INSERT INTO CUSTOMERS VALUES (7, 'Muffy', 24, 'Indore', 10000.00 );

Populate one table using another table

You can populate the data into a table through the select statement over another table; provided the other table has a set of fields, which are required to populate the first table.

Here is the syntax −

INSERT INTO first_table_name [(column1, column2, ... columnN)] SELECT column1, column2, ...columnN FROM second_table_name [WHERE condition];
Select Query

The SQL SELECT statement is used to fetch the data from a database table which returns this data in the form of a result table.
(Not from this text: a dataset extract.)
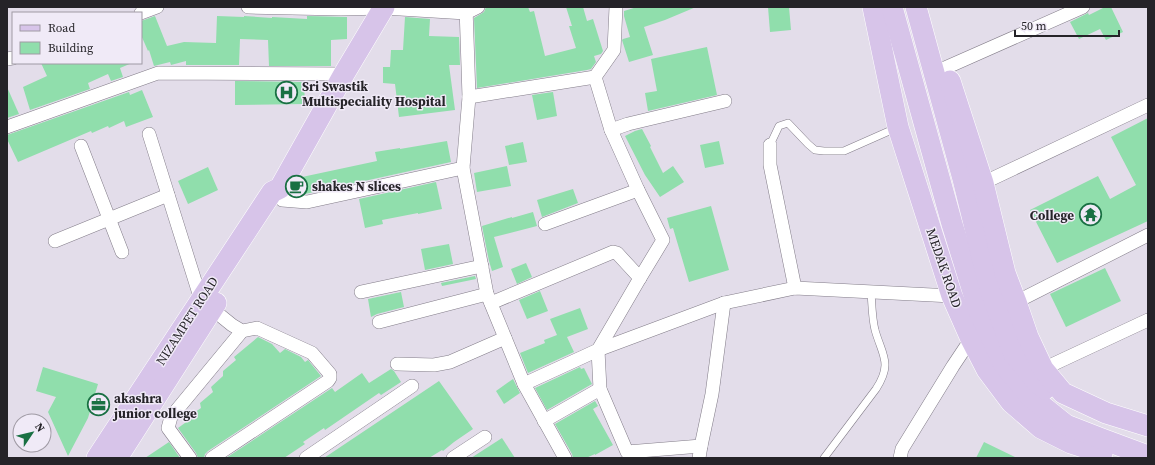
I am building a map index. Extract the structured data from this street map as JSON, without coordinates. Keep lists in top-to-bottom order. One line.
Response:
{"streets":{"main road":["MEDAK ROAD","NIZAMPET ROAD"]},"places":{"hospital":["Sri Swastik Multispeciality Hospital"],"cafe":["shakes N slices"],"temple":["College"],"office":["akashra junior college"]},"legend":["Road","Building"],"scale_bar":"50 m","north":"top right"}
These result tables are called result-sets.

Syntax

SELECT column1, column2, columnN FROM table_name;

Here, column1, column2... are the fields of a table whose values you want to fetch. If you want to fetch all the fields available in the field, then you can use the following syntax.

SELECT * FROM table_name;

NOTE - You should only use the * if you really need all of the fields returned. In a large table with several fields it contributes to inefficiency that can be avoided by specifying the required columns.

Where Clause

The SQL WHERE clause is used to specify a condition while fetching the data from a single table or by joining with multiple tables. If the given condition is satisfied, then it returns a specific value from the table. You should use the WHERE clause to filter the records and fetching only the necessary records.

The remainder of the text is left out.